Утверждение, что Джей-Би навеки упал в его глазах, было бы слишком мелодраматичным, слишком окончательным. Но он и вправду впервые осознал, что люди, которым он научился доверять, все-таки могут предать его и, как бы грустно это ни было, это неизбежно, а жизнь будет катиться себе дальше, потому что на каждого, кто так или иначе подведет его, приходится по крайней мере один человек, который этого не сделает никогда.

Он всегда считал (и Джулия была с ним согласна), что Гарольд страшно усложняет празднование Дня благодарения. Каждый год, начиная с самого первого Дня благодарения у Гарольда и Джулии, Гарольд обещал ему — обычно в начале ноября, еще бурно увлеченный своим начинанием, — что на этот раз он потрясет мир до основания и подорвет самую банальную из американских кулинарных традиций. Гарольд всегда приступал к делу с размахом: на первый их совместный День благодарения, девять лет назад, когда он был на втором курсе юридической школы, Гарольд объявил, что приготовит утку à l’orange, только заменит апельсины на кумкваты.

Но когда он приехал к ним с испеченным накануне пирогом из грецких орехов, встретила его одна Джулия. «Про утку ни слова», — шепнула она, целуя его. На кухне Гарольд с загнанным видом вынимал из духовки здоровущую индейку.

— Молчать, — предупредил Гарольд.

— А что тут скажешь? — спросил он.

В этом году Гарольд спросил, как он смотрит на форель, и добавил:

— Форель, фаршированную всяким фаршем.

— Форель — это отлично, — ответил он с опаской. — Но вообще, знаешь, Гарольд, я индейку тоже люблю.

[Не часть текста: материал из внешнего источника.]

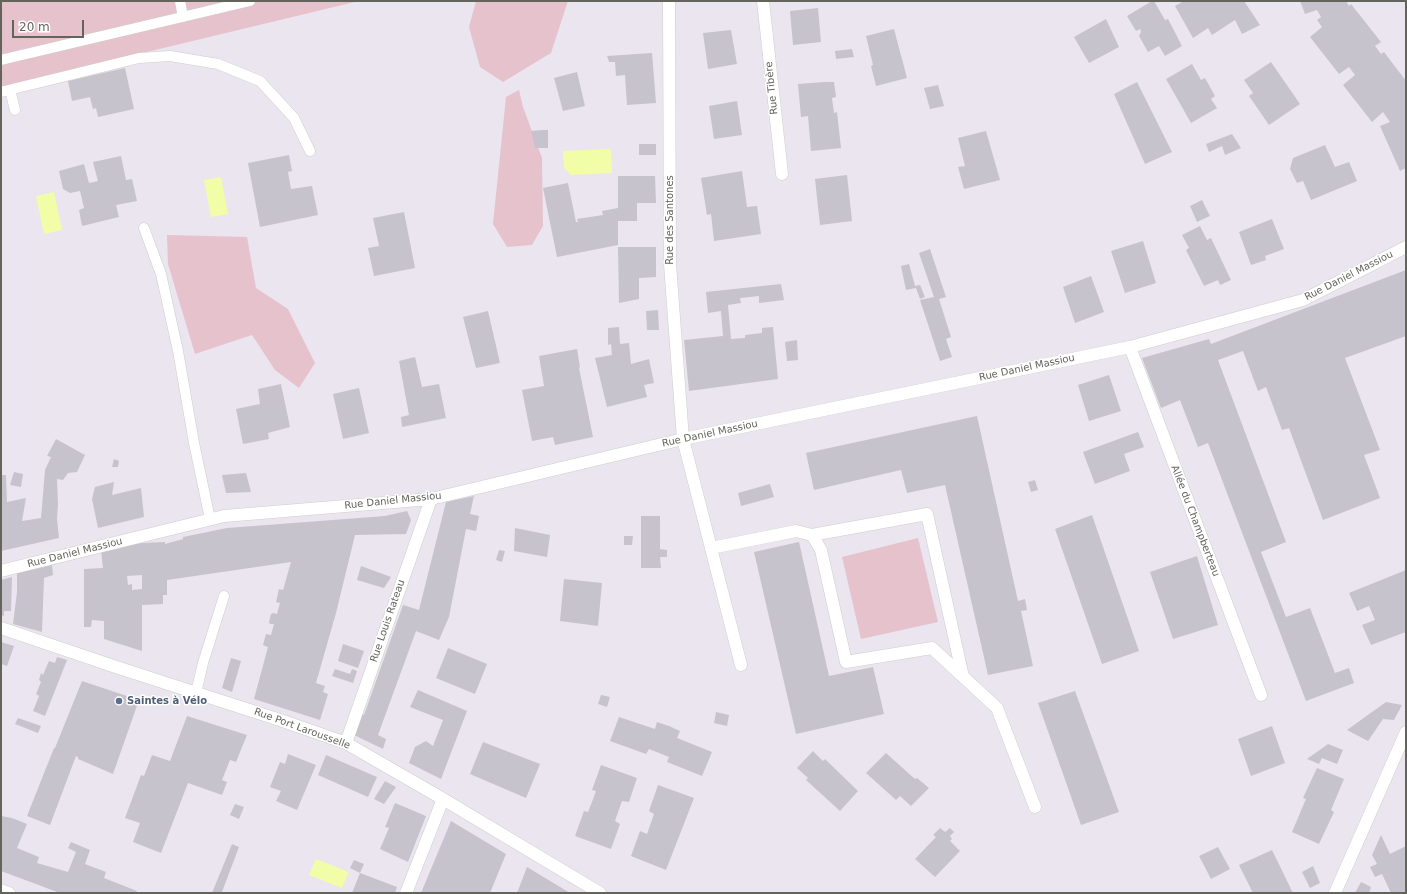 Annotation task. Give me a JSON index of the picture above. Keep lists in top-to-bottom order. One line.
{"streets":{"street":["Rue Tibère","Rue des Santones","Rue Daniel Massiou","Allée du Champberteau","Rue Louis Rateau","Rue Port Larousselle"]},"crossings":[["Rue des Santones","Rue Daniel Massiou"],["Rue Daniel Massiou","Allée du Champberteau"],["Rue Daniel Massiou","Rue Louis Rateau"],["Rue Louis Rateau","Rue Port Larousselle"]],"places":["Saintes à Vélo"],"scale_bar":"20 m"} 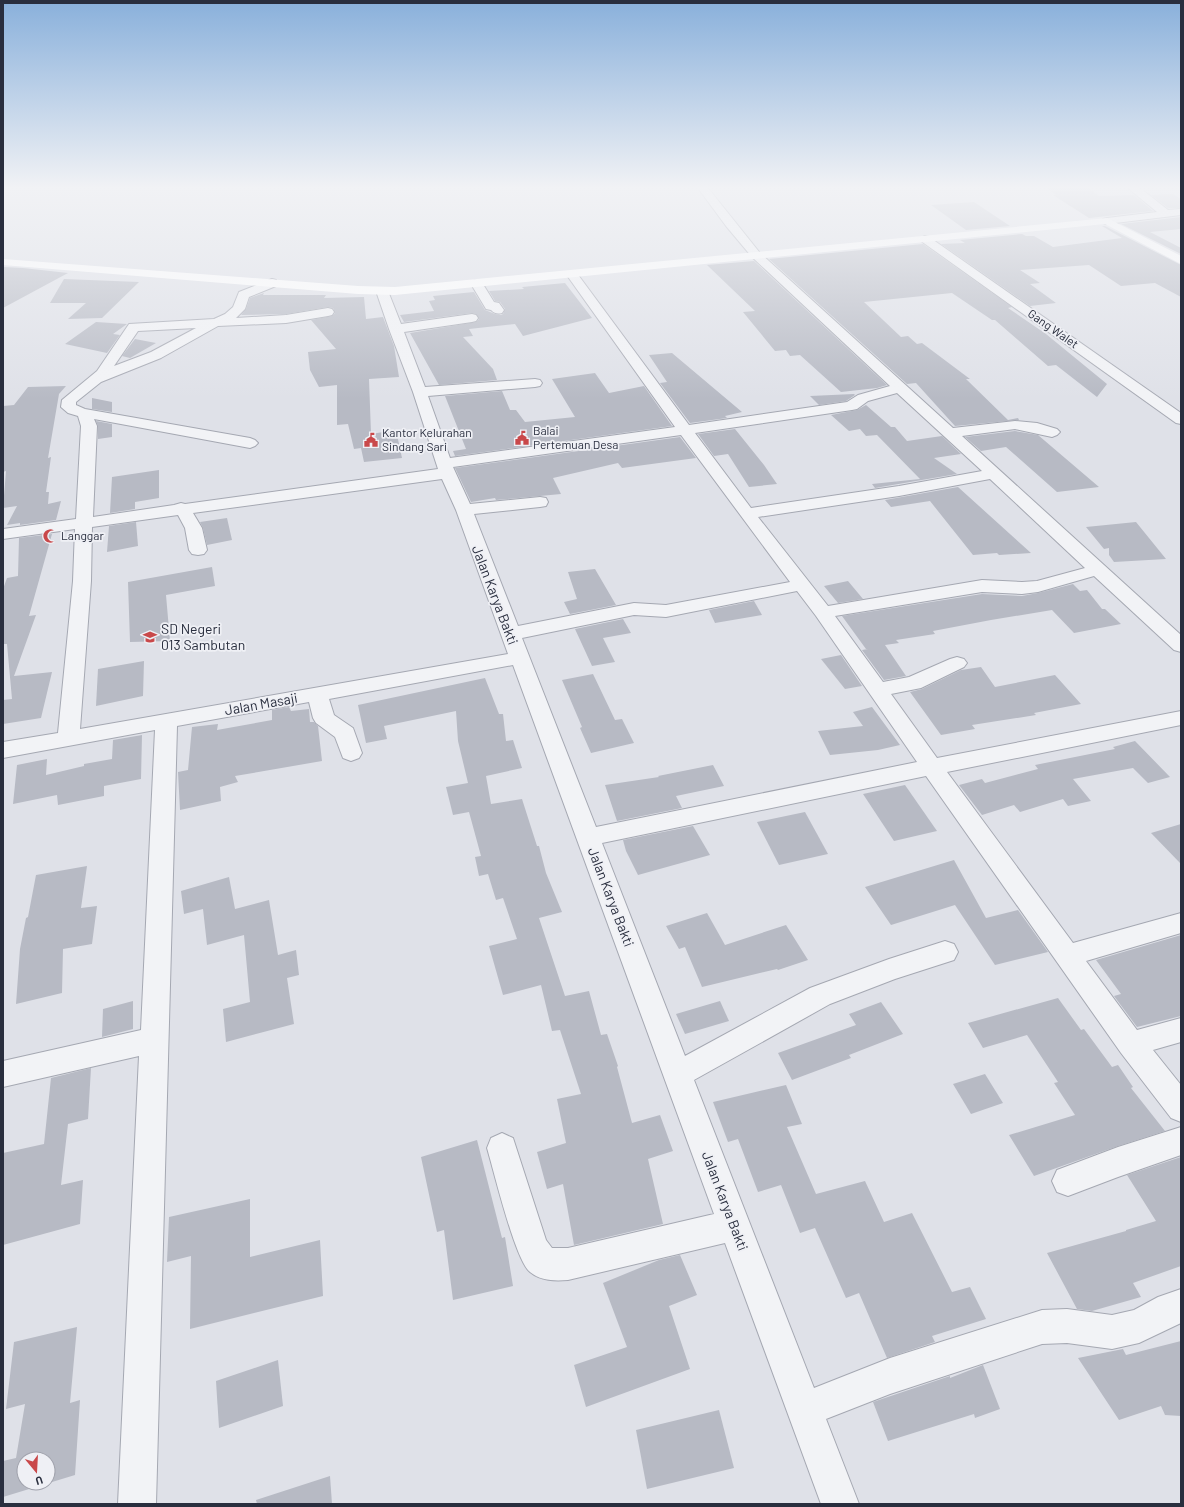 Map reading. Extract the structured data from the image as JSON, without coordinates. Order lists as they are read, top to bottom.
{
  "streets": {
    "street": ["Gang Walet", "Jalan Karya Bakti", "Jalan Masaji"]
  },
  "crossings": [
    ["Jalan Karya Bakti", "Jalan Masaji"]
  ],
  "places": {
    "public building": ["Balai Pertemuan Desa", "Kantor Kelurahan Sindang Sari"],
    "mosque": ["Langgar"],
    "school or university": ["SD Negeri 013 Sambutan"]
  },
  "north": "bottom"
}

Этот разговор так или иначе заводили каждый год: Гарольд предлагал разные белковые продукты и разных животных — черноногих китайских кур на пару, филе миньон, тофу с грибами муэр, салат из копченого сига на подушке из пророщенной ржи — в качестве улучшенного заменителя индейки.

— Ни одна живая душа не любит индейку, Джуд, — с чувством сказал Гарольд. — Я тебя раскусил. Ты притворяешься, что любишь индейку, только потому, что я, по-твоему, не в состоянии приготовить ничего другого. Это оскорбительно. Будет форель, решено. А ты можешь испечь такой же пирог, как в прошлом году? Мне кажется, он хорошо пойдет с вином, которое я купил. Пришли мне список продуктов, которые тебе нужны для готовки.

Самое удивительное, думал он, что Гарольд в обычной жизни равнодушен к еде (и вину). Прямо сказать, вкус у него был отвратительный; Гарольд часто водил его в дорогие, но посредственные рестораны, где радостно поглощал пережаренное мясо с неизобретательным гарниром из переваренной пасты. Он каждый год обсуждал странный пунктик Гарольда с Джулией (которая тоже не очень интересовалась едой): у Гарольда было много навязчивых идей, в том числе необъяснимых, но эта казалась особенно необъяснимой и к тому же неотвязной.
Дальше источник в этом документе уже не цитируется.